A 500-kilogramme bomb caused quite the scare on Thursday in Mantes-la-Jolie, a town in the Yvelines department to the west of Paris.
The explosive – understood to have been from the Second World War – was found on a construction site at around 3.30pm, the local prefecture said in a statement.
#Yvelines point info 22h20 [Bombe Mantes-la-Jolie] habitants à l'abri/début du traitement de la bombe/ trafic SNCF stoppé pendant l'opé ! pic.twitter.com/UgbUYwC9fG
— Préfet78 (@Prefet78) December 8, 2016
BFM TV reported that it was a bomb dropped by Britain's RAF, although this is yet to be confirmed.
Before long, some 3,000 people living near the site were evacuated from their homes and nearby train traffic was interrupted.
Photo: GoogleMaps
Around ten streets within a 340-metre perimeter of the bomb site were closed to traffic and bomb technicians were called in for what authorities called a “delicate operation”.

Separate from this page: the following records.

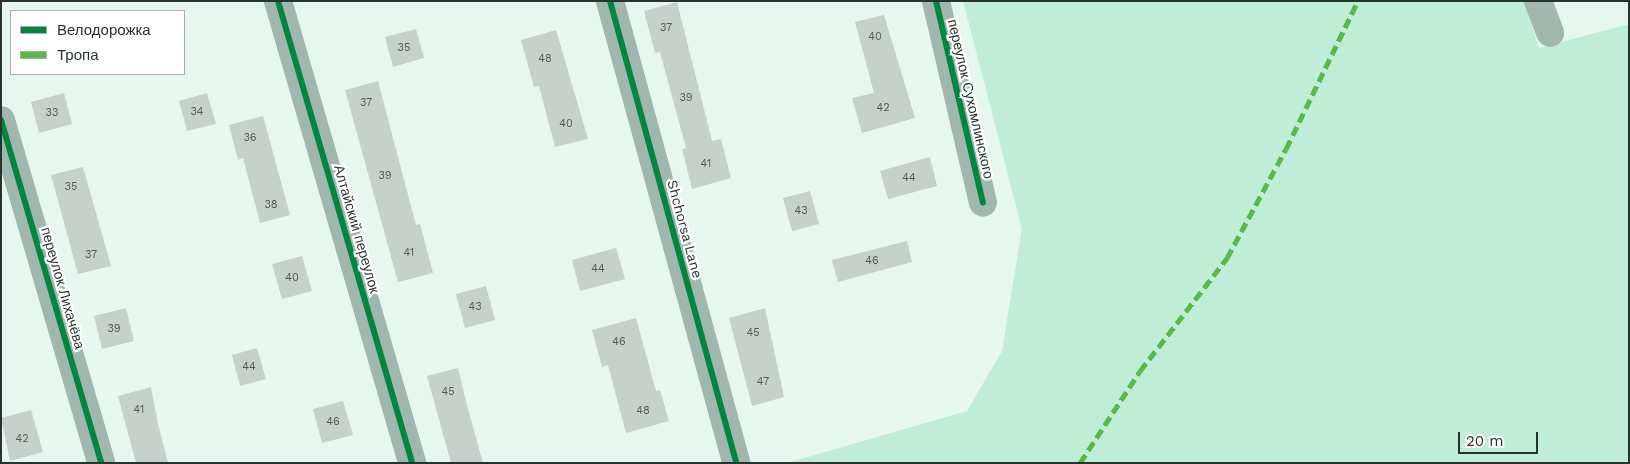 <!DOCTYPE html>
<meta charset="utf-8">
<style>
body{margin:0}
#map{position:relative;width:1630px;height:464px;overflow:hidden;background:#e5f7ee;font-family:"Work Sans",sans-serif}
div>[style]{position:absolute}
.green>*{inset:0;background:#c0edd8}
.building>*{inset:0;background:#c4d2cb}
.minor>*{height:28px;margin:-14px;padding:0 14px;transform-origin:14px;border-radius:14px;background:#a1b6ad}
.quiet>*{height:5px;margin-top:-2.5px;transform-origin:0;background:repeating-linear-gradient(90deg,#58b947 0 10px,transparent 0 15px)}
.cycleway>*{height:6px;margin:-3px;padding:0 3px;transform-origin:3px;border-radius:3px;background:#00873e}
span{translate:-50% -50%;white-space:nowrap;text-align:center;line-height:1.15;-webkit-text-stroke:4.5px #fff;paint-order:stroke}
.number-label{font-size:11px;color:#4e5b55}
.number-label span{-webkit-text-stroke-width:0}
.street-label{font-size:14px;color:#27332e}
.frame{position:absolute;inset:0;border:2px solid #27332e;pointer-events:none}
.legend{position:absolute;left:10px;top:10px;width:175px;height:65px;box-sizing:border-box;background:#fff;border:1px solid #a9adab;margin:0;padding:6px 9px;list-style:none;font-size:15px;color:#27332e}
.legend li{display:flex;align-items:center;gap:10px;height:25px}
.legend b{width:25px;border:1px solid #a9adab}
.scale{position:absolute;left:1458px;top:432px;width:80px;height:22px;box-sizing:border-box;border:2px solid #27332e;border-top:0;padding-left:6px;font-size:15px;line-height:18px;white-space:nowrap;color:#27332e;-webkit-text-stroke:4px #fff;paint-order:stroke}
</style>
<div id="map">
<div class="green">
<i style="clip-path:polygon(963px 1px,1524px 1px,1539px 48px,1629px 24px,1629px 463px,787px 463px,967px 411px,1002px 351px,1022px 229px)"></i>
</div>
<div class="building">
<i style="clip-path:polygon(677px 2px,712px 141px,721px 139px,731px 178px,692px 189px,682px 149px,686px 148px,660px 52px,655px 53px,644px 11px)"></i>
<i style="clip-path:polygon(884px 15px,915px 118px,862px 133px,852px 98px,874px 93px,855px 22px)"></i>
<i style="clip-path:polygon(416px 29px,424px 58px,393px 67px,385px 37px)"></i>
<i style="clip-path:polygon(556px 30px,588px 139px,555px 147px,539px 86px,534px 87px,521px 40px)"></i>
<i style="clip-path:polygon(378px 81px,416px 225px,420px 224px,433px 273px,398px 282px,345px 90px)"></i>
<i style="clip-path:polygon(64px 93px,72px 124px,39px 133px,31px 102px)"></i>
<i style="clip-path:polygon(207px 93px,216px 124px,187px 131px,179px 101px)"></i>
<i style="clip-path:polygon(263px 116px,290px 215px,260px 223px,243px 158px,238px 160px,229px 125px)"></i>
<i style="clip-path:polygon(930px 157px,937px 186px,888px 199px,880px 171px)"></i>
<i style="clip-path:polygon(83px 167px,111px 266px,78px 274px,51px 175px)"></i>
<i style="clip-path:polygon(810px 191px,819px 224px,792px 231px,783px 198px)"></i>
<i style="clip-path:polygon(907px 241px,912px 262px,838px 282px,832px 260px)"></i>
<i style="clip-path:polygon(616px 248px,625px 279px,580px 291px,572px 260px)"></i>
<i style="clip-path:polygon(302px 256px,312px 291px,282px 299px,272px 264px)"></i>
<i style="clip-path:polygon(486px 286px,495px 320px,465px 328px,456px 294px)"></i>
<i style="clip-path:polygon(126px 308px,134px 341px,102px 349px,94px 316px)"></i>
<i style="clip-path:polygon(765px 308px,784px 397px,752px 406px,729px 318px)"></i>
<i style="clip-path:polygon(636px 318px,656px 391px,660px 390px,669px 421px,626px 433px,608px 365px,602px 367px,592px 330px)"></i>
<i style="clip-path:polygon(257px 348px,266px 379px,240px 386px,232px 355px)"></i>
<i style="clip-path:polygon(458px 368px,468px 409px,483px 463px,451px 463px,427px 376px)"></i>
<i style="clip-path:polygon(151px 387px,158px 424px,168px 463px,136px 463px,118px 396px)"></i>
<i style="clip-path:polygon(343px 401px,353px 435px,322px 443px,313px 409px)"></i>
<i style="clip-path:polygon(31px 410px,43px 452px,10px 461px,1px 418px)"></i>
</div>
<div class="minor">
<i style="left:278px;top:1px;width:481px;rotate:73.8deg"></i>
<i style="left:610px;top:1px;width:479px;rotate:74.7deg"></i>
<i style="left:936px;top:1px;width:207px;rotate:76.9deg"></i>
<i style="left:1538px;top:1px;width:34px;rotate:69deg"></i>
<i style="left:1px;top:120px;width:357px;rotate:73.7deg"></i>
</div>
<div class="quiet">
<i style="left:1080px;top:463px;width:110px;rotate:-56.9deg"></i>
<i style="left:1140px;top:371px;width:143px;rotate:-52.4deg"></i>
<i style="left:1227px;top:258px;width:124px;rotate:-61.6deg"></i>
<i style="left:1286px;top:149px;width:165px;rotate:-64.1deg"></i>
</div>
<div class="cycleway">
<i style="left:278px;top:1px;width:481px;rotate:73.8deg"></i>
<i style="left:610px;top:1px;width:479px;rotate:74.7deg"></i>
<i style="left:936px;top:1px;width:207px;rotate:76.9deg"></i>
<i style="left:1px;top:120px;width:357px;rotate:73.7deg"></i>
</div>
<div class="number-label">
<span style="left:666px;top:28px">37</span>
<span style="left:875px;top:37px">40</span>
<span style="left:404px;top:48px">35</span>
<span style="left:545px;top:59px">48</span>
<span style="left:686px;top:98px">39</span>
<span style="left:366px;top:103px">37</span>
<span style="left:883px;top:108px">42</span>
<span style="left:197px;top:112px">34</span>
<span style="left:52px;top:113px">33</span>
<span style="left:566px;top:124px">40</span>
<span style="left:250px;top:138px">36</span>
<span style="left:706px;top:164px">41</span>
<span style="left:385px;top:176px">39</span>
<span style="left:909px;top:178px">44</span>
<span style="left:71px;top:187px">35</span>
<span style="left:271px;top:205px">38</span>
<span style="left:801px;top:211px">43</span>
<span style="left:409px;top:253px">41</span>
<span style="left:91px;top:255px">37</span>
<span style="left:872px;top:261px">46</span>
<span style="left:598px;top:269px">44</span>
<span style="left:292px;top:278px">40</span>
<span style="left:475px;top:307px">43</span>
<span style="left:114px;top:329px">39</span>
<span style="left:753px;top:333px">45</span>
<span style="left:619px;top:342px">46</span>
<span style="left:249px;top:367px">44</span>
<span style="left:763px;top:382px">47</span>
<span style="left:448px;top:392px">45</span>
<span style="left:139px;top:410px">41</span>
<span style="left:643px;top:411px">48</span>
<span style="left:333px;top:422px">46</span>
<span style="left:22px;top:439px">42</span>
</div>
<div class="street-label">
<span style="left:971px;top:99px;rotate:77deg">переулок Сухомлинского</span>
<span style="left:357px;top:229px;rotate:74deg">Алтайский переулок</span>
<span style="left:685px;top:229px;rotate:75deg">Shchorsa Lane</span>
<span style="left:63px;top:288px;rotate:74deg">переулок Лихачёва</span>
</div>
<div class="frame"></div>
<ul class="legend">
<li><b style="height:6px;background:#00873e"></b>Велодорожка</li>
<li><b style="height:6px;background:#58b947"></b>Тропа</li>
</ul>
<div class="scale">20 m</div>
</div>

The two teams of experts managed to defuse the bomb by 10pm, reporting that it had contained 200 kilos of explosives.
By 11pm, the thousands of residents who had been waiting in nearby gymnasiums were allowed to return to their homes.

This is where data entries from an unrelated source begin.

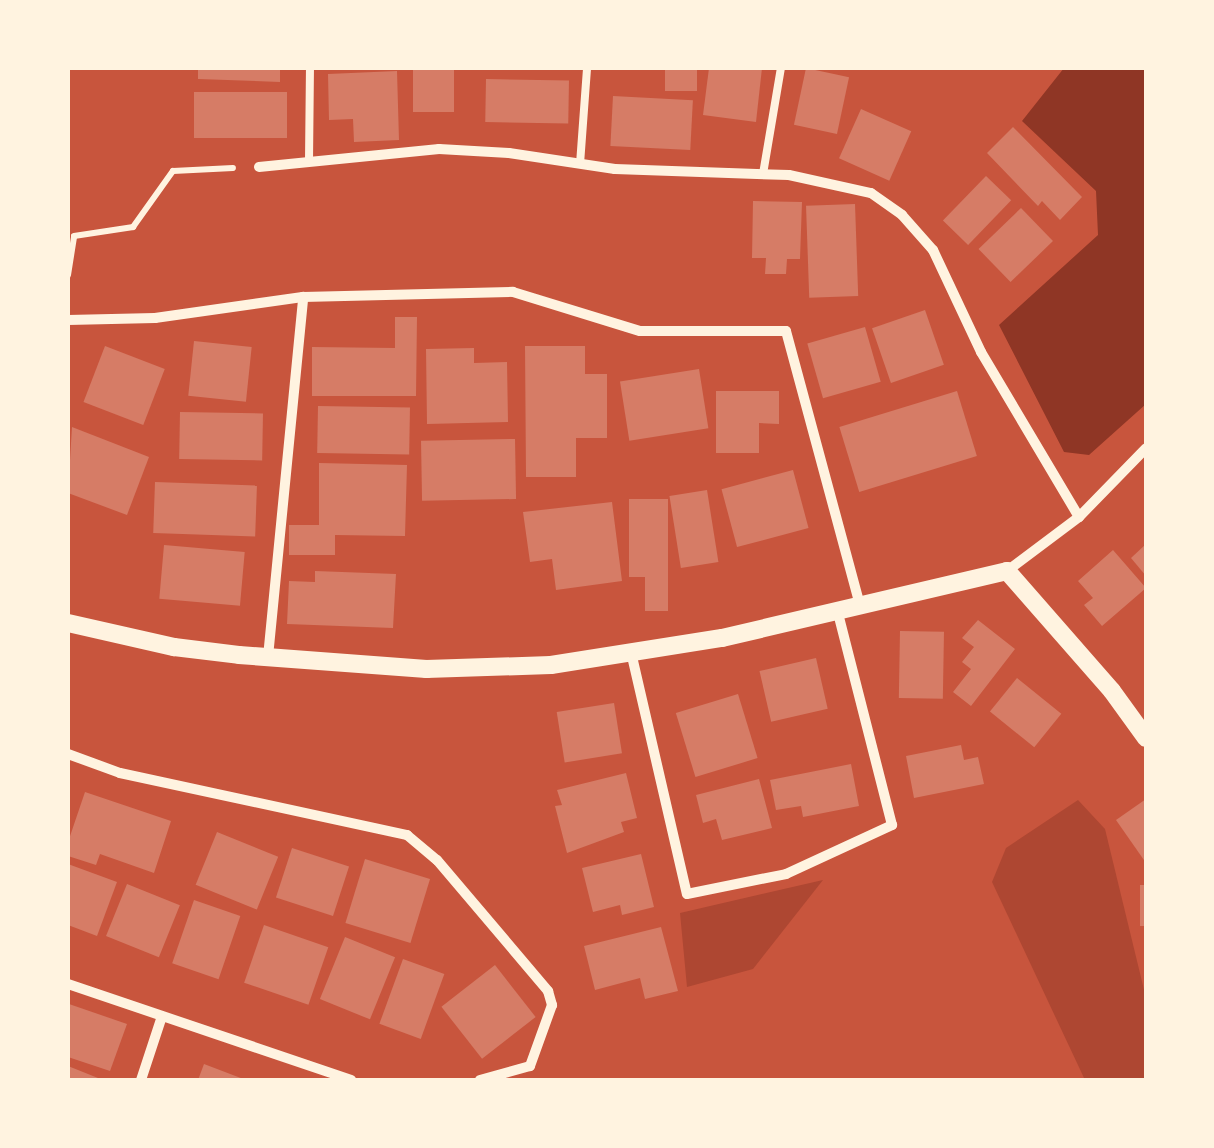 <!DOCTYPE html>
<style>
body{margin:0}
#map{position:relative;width:1214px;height:1148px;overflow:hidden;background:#c8553d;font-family:"PT Sans",sans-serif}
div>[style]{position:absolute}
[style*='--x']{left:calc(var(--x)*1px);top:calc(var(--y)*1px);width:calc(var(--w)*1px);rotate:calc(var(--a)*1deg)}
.green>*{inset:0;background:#ae4732}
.water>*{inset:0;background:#8f3625}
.building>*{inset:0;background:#d67c66;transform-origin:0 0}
.path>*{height:6px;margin:-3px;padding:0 3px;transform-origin:3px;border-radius:3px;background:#fff3e0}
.service>*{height:8px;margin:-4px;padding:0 4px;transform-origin:4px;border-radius:4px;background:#fff3e0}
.minor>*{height:10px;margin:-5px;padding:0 5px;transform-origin:5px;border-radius:5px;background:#fff3e0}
.tertiary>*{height:18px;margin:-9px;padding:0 9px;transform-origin:9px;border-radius:9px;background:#fff3e0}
span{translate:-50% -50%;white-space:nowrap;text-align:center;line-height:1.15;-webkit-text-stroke:9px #fff3e0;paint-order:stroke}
.frame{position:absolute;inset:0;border:70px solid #fff3e0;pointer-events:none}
</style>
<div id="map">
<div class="green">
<i style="clip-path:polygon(1078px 800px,1105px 829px,1146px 998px,1146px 1080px,1085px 1080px,992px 882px,1006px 848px)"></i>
<i style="clip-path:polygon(823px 880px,753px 969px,687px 987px,680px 913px)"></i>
</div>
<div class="water">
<i style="clip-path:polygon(1064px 68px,1146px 68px,1146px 404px,1089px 455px,1064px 452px,999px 325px,1098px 235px,1096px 191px,1022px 121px)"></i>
</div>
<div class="building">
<i style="clip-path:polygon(198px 68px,280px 68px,280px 82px,198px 79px)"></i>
<i style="left:413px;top:68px;width:41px;height:44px"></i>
<i style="left:665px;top:68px;width:32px;height:23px"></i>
<i style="clip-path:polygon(709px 68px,762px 68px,756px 122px,703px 115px)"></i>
<i style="left:806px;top:68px;width:44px;height:58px;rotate:12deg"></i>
<i style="clip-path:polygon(397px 71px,399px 140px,354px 142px,353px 119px,329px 120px,328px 74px)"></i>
<i style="left:486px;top:79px;width:83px;height:43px;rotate:1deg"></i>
<i style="left:287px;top:92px;width:46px;height:93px;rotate:90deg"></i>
<i style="left:613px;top:96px;width:80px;height:50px;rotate:3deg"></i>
<i style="left:861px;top:109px;width:55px;height:54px;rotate:24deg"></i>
<i style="clip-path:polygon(1013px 127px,1082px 197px,1060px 220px,1042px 201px,1038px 206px,987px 153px)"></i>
<i style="left:986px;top:176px;width:35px;height:62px;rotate:44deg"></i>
<i style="clip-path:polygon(753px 201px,802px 202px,800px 259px,787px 259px,786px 274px,765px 274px,766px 258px,752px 258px)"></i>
<i style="left:855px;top:204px;width:92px;height:49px;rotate:88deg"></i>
<i style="left:1021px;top:208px;width:46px;height:59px;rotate:46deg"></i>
<i style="left:925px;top:310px;width:58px;height:56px;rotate:71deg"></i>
<i style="clip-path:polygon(395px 317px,417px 317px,416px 396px,312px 396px,312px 347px,395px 348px)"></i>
<i style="left:865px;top:327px;width:57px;height:60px;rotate:74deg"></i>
<i style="left:194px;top:341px;width:58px;height:55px;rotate:6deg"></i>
<i style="left:105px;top:346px;width:64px;height:60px;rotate:21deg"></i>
<i style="clip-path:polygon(525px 346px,585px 346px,585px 374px,607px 374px,607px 438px,576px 438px,576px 477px,526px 477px)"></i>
<i style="clip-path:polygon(474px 348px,474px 363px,507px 362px,508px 422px,427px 424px,426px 349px)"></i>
<i style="left:699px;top:369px;width:60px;height:80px;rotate:81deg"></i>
<i style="clip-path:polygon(716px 391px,779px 391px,779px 424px,759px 423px,759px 453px,716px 453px)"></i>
<i style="left:957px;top:391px;width:68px;height:123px;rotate:73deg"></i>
<i style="left:318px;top:406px;width:92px;height:47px;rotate:1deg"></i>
<i style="left:180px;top:412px;width:83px;height:47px;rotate:1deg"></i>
<i style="clip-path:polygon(72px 427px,149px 457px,127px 515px,68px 493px)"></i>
<i style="left:515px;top:439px;width:60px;height:94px;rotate:89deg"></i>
<i style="clip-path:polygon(319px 463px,407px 465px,405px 536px,335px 535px,335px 555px,289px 555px,289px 525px,319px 525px)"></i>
<i style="left:793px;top:470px;width:60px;height:74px;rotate:75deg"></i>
<i style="left:155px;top:482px;width:102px;height:51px;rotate:2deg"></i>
<i style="left:707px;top:490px;width:73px;height:38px;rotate:81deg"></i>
<i style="clip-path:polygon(629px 499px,668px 499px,668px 611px,645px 611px,645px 577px,629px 577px)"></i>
<i style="clip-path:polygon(612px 502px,622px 581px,556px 590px,552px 559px,530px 562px,523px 512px)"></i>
<i style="clip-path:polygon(1146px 544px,1146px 576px,1131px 558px)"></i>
<i style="left:164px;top:545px;width:81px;height:54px;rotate:5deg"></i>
<i style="clip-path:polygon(1113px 550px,1146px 588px,1102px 626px,1084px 605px,1093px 598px,1078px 581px)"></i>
<i style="clip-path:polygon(315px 571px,396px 574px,393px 628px,287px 624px,289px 581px,315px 582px)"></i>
<i style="clip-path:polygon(978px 620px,1015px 649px,971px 706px,953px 692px,971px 669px,962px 662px,974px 647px,962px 638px)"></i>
<i style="left:900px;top:631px;width:44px;height:67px;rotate:1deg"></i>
<i style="left:816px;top:658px;width:52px;height:58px;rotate:77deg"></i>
<i style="left:1017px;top:678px;width:57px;height:43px;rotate:39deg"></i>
<i style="left:738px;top:694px;width:67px;height:65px;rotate:73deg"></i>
<i style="left:614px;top:703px;width:51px;height:58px;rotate:81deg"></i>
<i style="clip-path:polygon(961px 745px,964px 760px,978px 757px,984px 784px,914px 798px,906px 756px)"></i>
<i style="clip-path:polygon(851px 764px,859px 806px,803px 817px,801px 806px,776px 810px,770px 780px)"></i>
<i style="clip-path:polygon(626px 773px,637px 818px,621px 822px,624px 832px,567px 853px,555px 806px,562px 805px,557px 790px)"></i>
<i style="clip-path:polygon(759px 779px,772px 828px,722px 840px,716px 819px,703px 823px,696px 795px)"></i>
<i style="clip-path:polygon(85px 792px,171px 821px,154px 873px,100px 854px,96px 865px,68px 856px,68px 842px)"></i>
<i style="clip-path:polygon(1146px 799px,1146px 863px,1116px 820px)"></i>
<i style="left:217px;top:832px;width:66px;height:57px;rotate:22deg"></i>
<i style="left:292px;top:848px;width:60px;height:52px;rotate:18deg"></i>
<i style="clip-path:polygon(641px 854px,654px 907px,622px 915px,620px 905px,593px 912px,582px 868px)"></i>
<i style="left:365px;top:859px;width:68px;height:67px;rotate:17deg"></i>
<i style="clip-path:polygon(68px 864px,117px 882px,97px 936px,68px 925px)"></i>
<i style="left:127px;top:884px;width:57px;height:56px;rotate:22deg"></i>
<i style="left:1140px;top:885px;width:6px;height:41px"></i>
<i style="left:194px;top:900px;width:49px;height:67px;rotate:19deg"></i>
<i style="left:264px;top:925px;width:68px;height:61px;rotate:19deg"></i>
<i style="clip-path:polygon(661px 927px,678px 991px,645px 999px,640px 978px,595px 990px,584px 946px)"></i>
<i style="left:345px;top:937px;width:54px;height:67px;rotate:22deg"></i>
<i style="left:403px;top:959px;width:44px;height:69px;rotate:20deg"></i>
<i style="left:495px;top:965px;width:66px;height:68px;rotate:52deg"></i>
<i style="clip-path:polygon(69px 1004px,127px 1024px,110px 1071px,68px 1057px)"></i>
<i style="clip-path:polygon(204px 1064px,246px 1080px,198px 1080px)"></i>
<i style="clip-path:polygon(68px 1066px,103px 1080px,68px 1080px)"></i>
</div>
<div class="path">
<i style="--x:68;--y:275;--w:39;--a:-81"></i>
<i style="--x:74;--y:236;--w:60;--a:-8.7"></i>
<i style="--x:133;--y:227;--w:69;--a:-54.5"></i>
<i style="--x:173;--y:171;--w:60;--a:-2.9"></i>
</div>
<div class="service">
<i style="--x:309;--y:161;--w:93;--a:-89.4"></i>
<i style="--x:580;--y:164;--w:96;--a:-85.8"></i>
<i style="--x:763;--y:174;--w:108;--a:-80.4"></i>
</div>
<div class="minor">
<i style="--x:259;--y:167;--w:181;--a:-5.7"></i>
<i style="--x:439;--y:149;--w:70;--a:3.3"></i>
<i style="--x:509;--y:153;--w:107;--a:8.6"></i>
<i style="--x:615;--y:169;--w:174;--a:2"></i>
<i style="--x:789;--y:175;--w:84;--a:12.4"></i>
<i style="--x:871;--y:193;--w:38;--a:35"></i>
<i style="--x:902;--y:215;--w:47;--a:48.5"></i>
<i style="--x:933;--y:250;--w:113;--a:64.8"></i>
<i style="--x:981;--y:352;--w:192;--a:59.3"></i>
<i style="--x:68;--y:320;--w:87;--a:-1.3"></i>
<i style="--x:155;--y:318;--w:149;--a:-8.1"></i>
<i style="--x:303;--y:297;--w:210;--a:-1.4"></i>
<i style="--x:513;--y:292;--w:133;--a:17.1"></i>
<i style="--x:640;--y:331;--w:146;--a:0"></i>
<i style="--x:786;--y:331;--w:284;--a:74.9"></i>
<i style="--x:1007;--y:571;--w:90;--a:-36.9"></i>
<i style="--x:1079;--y:517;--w:96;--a:-45.8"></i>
<i style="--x:631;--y:652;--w:248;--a:77"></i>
<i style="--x:687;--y:894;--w:101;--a:-11.4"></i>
<i style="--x:786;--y:874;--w:117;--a:-24.8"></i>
<i style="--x:892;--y:825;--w:222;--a:-104.3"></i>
<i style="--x:268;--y:657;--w:362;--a:-84.4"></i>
<i style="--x:68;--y:754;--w:55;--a:20.1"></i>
<i style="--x:120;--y:773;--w:294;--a:12.2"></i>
<i style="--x:407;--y:835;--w:39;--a:40"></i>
<i style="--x:437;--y:860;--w:172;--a:49.7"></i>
<i style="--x:548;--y:991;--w:15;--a:74"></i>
<i style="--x:552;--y:1005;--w:65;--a:109.8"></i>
<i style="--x:530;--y:1066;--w:52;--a:164.4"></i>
<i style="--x:68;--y:984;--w:299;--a:18.7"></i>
<i style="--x:141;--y:1080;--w:67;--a:-71.8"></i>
</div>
<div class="tertiary">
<i style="--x:68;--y:623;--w:109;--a:12.8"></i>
<i style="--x:174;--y:647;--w:65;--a:7"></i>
<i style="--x:239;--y:655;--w:188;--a:4.3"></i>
<i style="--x:426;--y:669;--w:125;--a:-1.8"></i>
<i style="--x:551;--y:665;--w:173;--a:-9"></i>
<i style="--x:722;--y:638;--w:293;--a:-13.2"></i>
<i style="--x:1007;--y:571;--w:159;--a:48.8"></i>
<i style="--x:1112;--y:691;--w:58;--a:54.1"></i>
</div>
<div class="frame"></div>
</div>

Despite the Second World War ending over 70 years ago, remnants continue to show up across France surprisingly regularly.
In February last year, trains from the Gare de L'Est station were delayed after a 250kg shell was discovered in a building site nearby.
In September 2014 a camper was killed when a suspected World War Two bomb exploded on Ile de Groix, an island off the north-west coast of France.